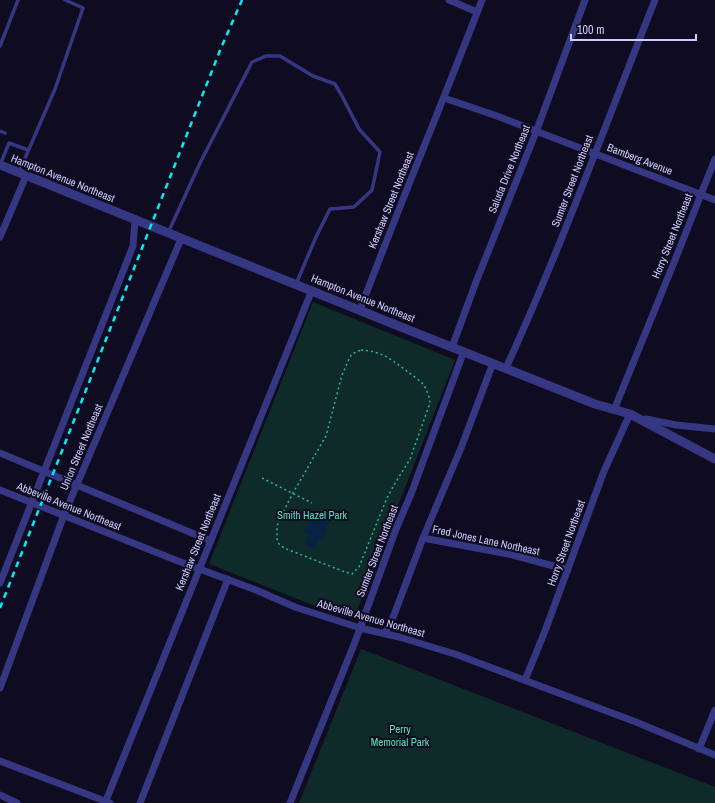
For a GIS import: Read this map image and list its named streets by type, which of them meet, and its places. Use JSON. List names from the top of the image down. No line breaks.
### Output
{"streets":{"street":["Bamberg Avenue","Saluda Drive Northeast","Hampton Avenue Northeast","Sumter Street Northeast","Kershaw Street Northeast","Horry Street Northeast","Union Street Northeast","Abbeville Avenue Northeast","Fred Jones Lane Northeast"]},"crossings":[["Bamberg Avenue","Saluda Drive Northeast"],["Bamberg Avenue","Sumter Street Northeast"],["Bamberg Avenue","Kershaw Street Northeast"],["Bamberg Avenue","Horry Street Northeast"],["Saluda Drive Northeast","Hampton Avenue Northeast"],["Hampton Avenue Northeast","Sumter Street Northeast"],["Hampton Avenue Northeast","Kershaw Street Northeast"],["Hampton Avenue Northeast","Horry Street Northeast"],["Hampton Avenue Northeast","Union Street Northeast"],["Sumter Street Northeast","Abbeville Avenue Northeast"],["Kershaw Street Northeast","Abbeville Avenue Northeast"],["Horry Street Northeast","Abbeville Avenue Northeast"],["Horry Street Northeast","Fred Jones Lane Northeast"],["Union Street Northeast","Abbeville Avenue Northeast"]],"parks":["Smith Hazel Park","Perry Memorial Park"],"scale_bar":"100 m"}
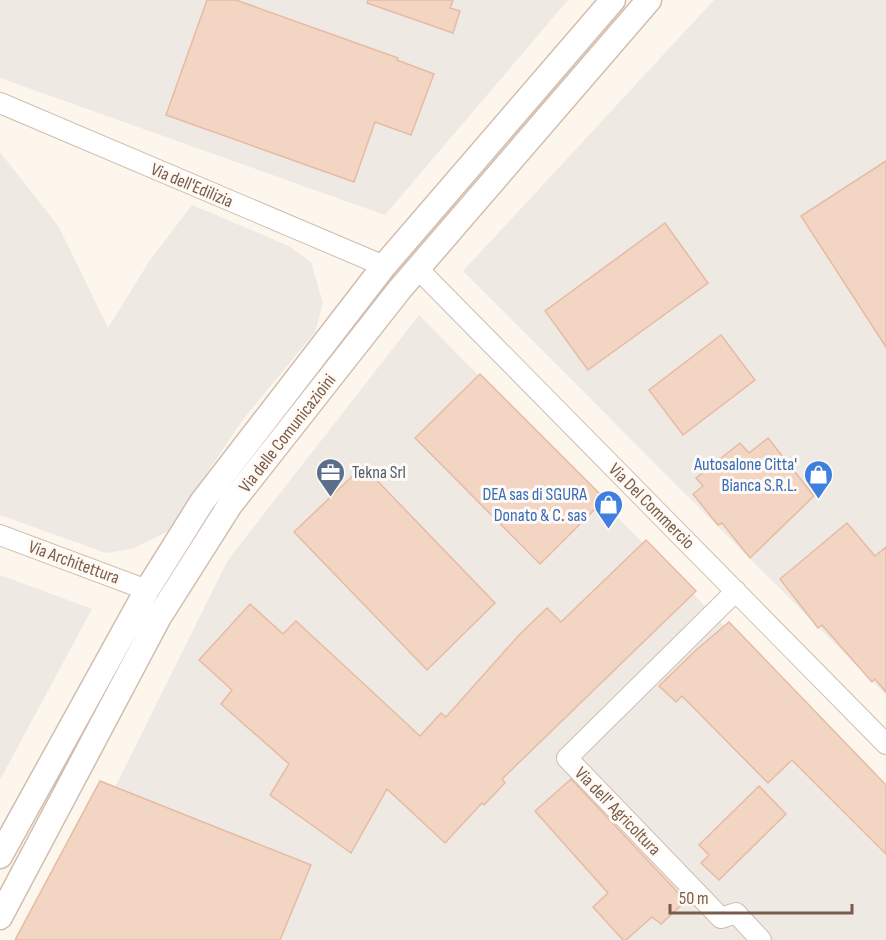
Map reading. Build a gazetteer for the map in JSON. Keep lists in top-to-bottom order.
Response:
{
  "streets": {
    "street": [
      "Via dell'Edilizia",
      "Via delle Comunicazioini",
      "Via Del Commercio",
      "Via Architettura",
      "Via dell' Agricoltura"
    ]
  },
  "crossings": [
    ["Via dell'Edilizia", "Via delle Comunicazioini"],
    ["Via delle Comunicazioini", "Via Del Commercio"],
    ["Via delle Comunicazioini", "Via Architettura"],
    ["Via Del Commercio", "Via dell' Agricoltura"]
  ],
  "places": {
    "office": ["Tekna Srl"],
    "shop": ["Autosalone Citta' Bianca S.R.L.", "DEA sas di SGURA Donato & C. sas"]
  },
  "scale_bar": "50 m"
}
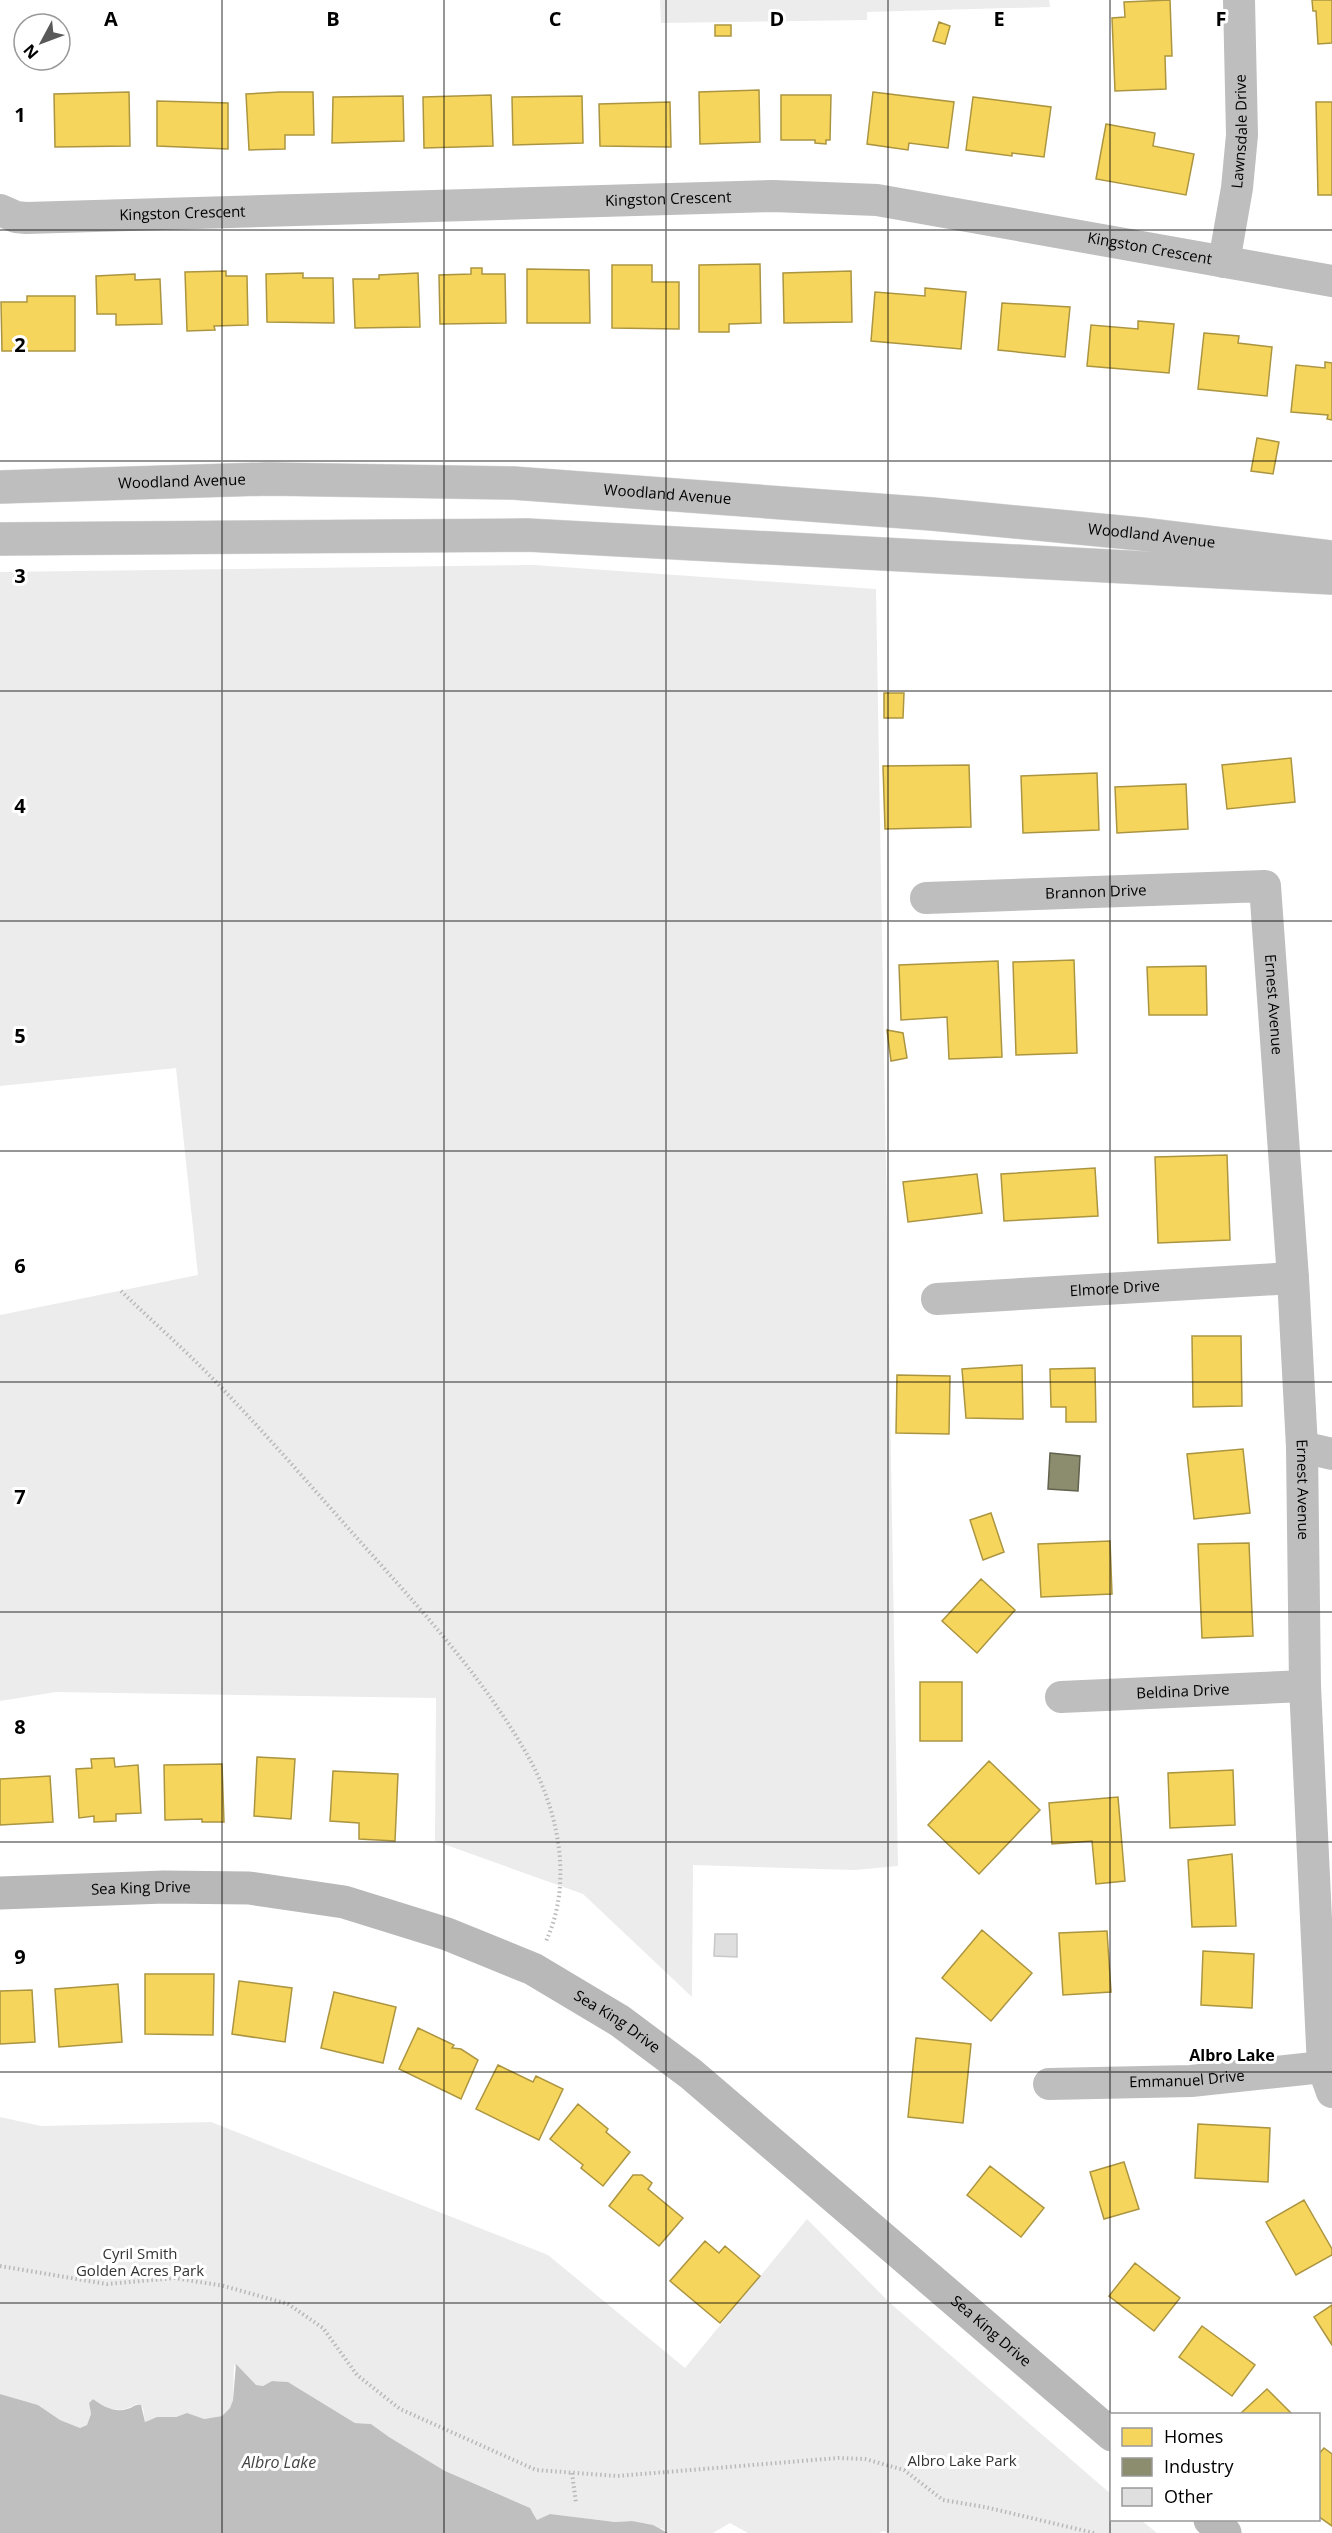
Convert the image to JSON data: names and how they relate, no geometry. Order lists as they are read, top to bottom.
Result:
{
  "streets": {
    "main road": ["Woodland Avenue"],
    "street": [
      "Lawnsdale Drive",
      "Kingston Crescent",
      "Brannon Drive",
      "Ernest Avenue",
      "Elmore Drive",
      "Beldina Drive",
      "Sea King Drive",
      "Emmanuel Drive"
    ]
  },
  "crossings": [
    ["Lawnsdale Drive", "Kingston Crescent"],
    ["Brannon Drive", "Ernest Avenue"],
    ["Ernest Avenue", "Elmore Drive"],
    ["Ernest Avenue", "Beldina Drive"],
    ["Ernest Avenue", "Emmanuel Drive"]
  ],
  "districts": ["Albro Lake"],
  "water": ["Albro Lake"],
  "parks": ["Cyril Smith Golden Acres Park", "Albro Lake Park"],
  "legend": ["Homes", "Industry", "Other"],
  "north": "bottom left",
  "grid": {
    "columns": [
      "A",
      "B",
      "C",
      "D",
      "E",
      "F"
    ],
    "rows": [
      "1",
      "2",
      "3",
      "4",
      "5",
      "6",
      "7",
      "8",
      "9"
    ]
  }
}
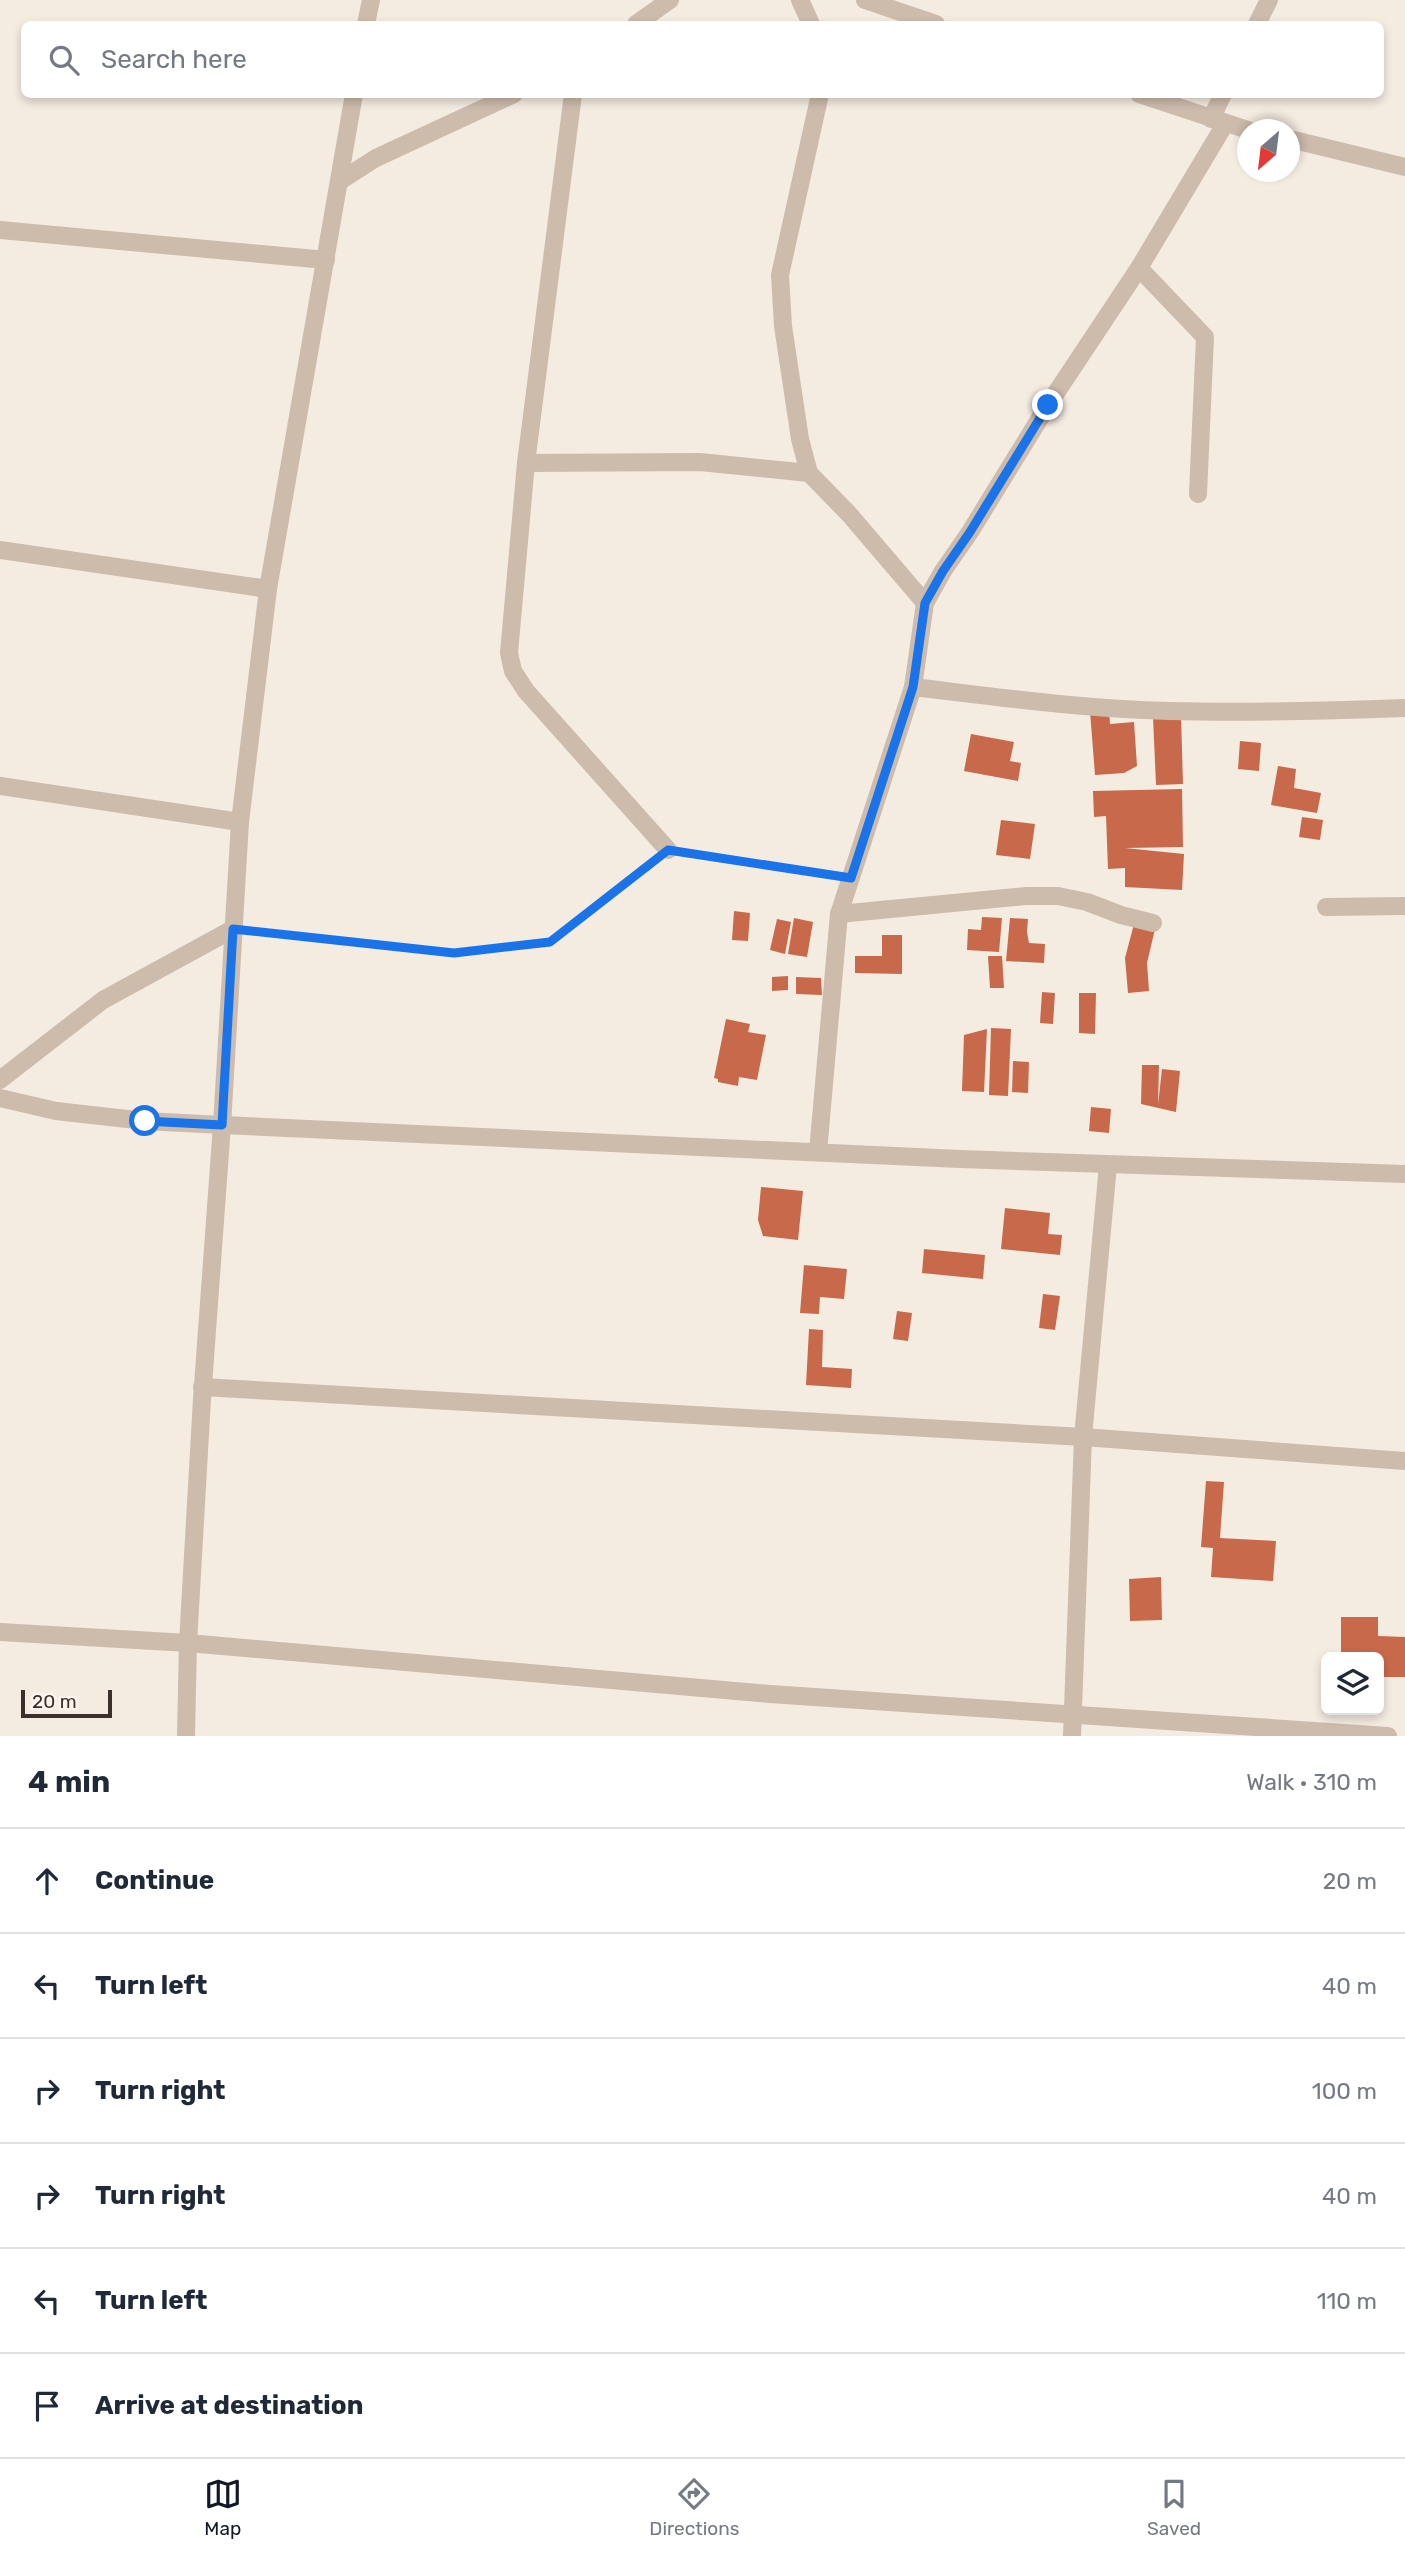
* * *
# [PROMPT]
The pictures stay out of the copy. Set down the entries above precisely.

# [RESULT FOR THIS TASK]
For a GIS import: Read this map image and list its named streets by type, which of them meet, and its places. Use JSON. List names from the top of the image down. No line breaks.
### Output
{"streets":{"street":["Bamberg Avenue","Saluda Drive Northeast","Hampton Avenue Northeast","Sumter Street Northeast","Kershaw Street Northeast","Horry Street Northeast","Union Street Northeast","Abbeville Avenue Northeast","Fred Jones Lane Northeast"]},"crossings":[["Bamberg Avenue","Saluda Drive Northeast"],["Bamberg Avenue","Sumter Street Northeast"],["Bamberg Avenue","Kershaw Street Northeast"],["Bamberg Avenue","Horry Street Northeast"],["Saluda Drive Northeast","Hampton Avenue Northeast"],["Hampton Avenue Northeast","Sumter Street Northeast"],["Hampton Avenue Northeast","Kershaw Street Northeast"],["Hampton Avenue Northeast","Horry Street Northeast"],["Hampton Avenue Northeast","Union Street Northeast"],["Sumter Street Northeast","Abbeville Avenue Northeast"],["Kershaw Street Northeast","Abbeville Avenue Northeast"],["Horry Street Northeast","Abbeville Avenue Northeast"],["Horry Street Northeast","Fred Jones Lane Northeast"],["Union Street Northeast","Abbeville Avenue Northeast"]],"parks":["Smith Hazel Park","Perry Memorial Park"],"scale_bar":"100 m"}
Map reading. Build a gazetteer for the map in JSON. Keep lists in top-to-bottom order.
Response:
{
  "streets": {
    "street": [
      "Via dell'Edilizia",
      "Via delle Comunicazioini",
      "Via Del Commercio",
      "Via Architettura",
      "Via dell' Agricoltura"
    ]
  },
  "crossings": [
    ["Via dell'Edilizia", "Via delle Comunicazioini"],
    ["Via delle Comunicazioini", "Via Del Commercio"],
    ["Via delle Comunicazioini", "Via Architettura"],
    ["Via Del Commercio", "Via dell' Agricoltura"]
  ],
  "places": {
    "office": ["Tekna Srl"],
    "shop": ["Autosalone Citta' Bianca S.R.L.", "DEA sas di SGURA Donato & C. sas"]
  },
  "scale_bar": "50 m"
}
Convert the image to JSON data: names and how they relate, no geometry. Order lists as they are read, top to bottom.
Result:
{
  "streets": {
    "main road": ["Woodland Avenue"],
    "street": [
      "Lawnsdale Drive",
      "Kingston Crescent",
      "Brannon Drive",
      "Ernest Avenue",
      "Elmore Drive",
      "Beldina Drive",
      "Sea King Drive",
      "Emmanuel Drive"
    ]
  },
  "crossings": [
    ["Lawnsdale Drive", "Kingston Crescent"],
    ["Brannon Drive", "Ernest Avenue"],
    ["Ernest Avenue", "Elmore Drive"],
    ["Ernest Avenue", "Beldina Drive"],
    ["Ernest Avenue", "Emmanuel Drive"]
  ],
  "districts": ["Albro Lake"],
  "water": ["Albro Lake"],
  "parks": ["Cyril Smith Golden Acres Park", "Albro Lake Park"],
  "legend": ["Homes", "Industry", "Other"],
  "north": "bottom left",
  "grid": {
    "columns": [
      "A",
      "B",
      "C",
      "D",
      "E",
      "F"
    ],
    "rows": [
      "1",
      "2",
      "3",
      "4",
      "5",
      "6",
      "7",
      "8",
      "9"
    ]
  }
}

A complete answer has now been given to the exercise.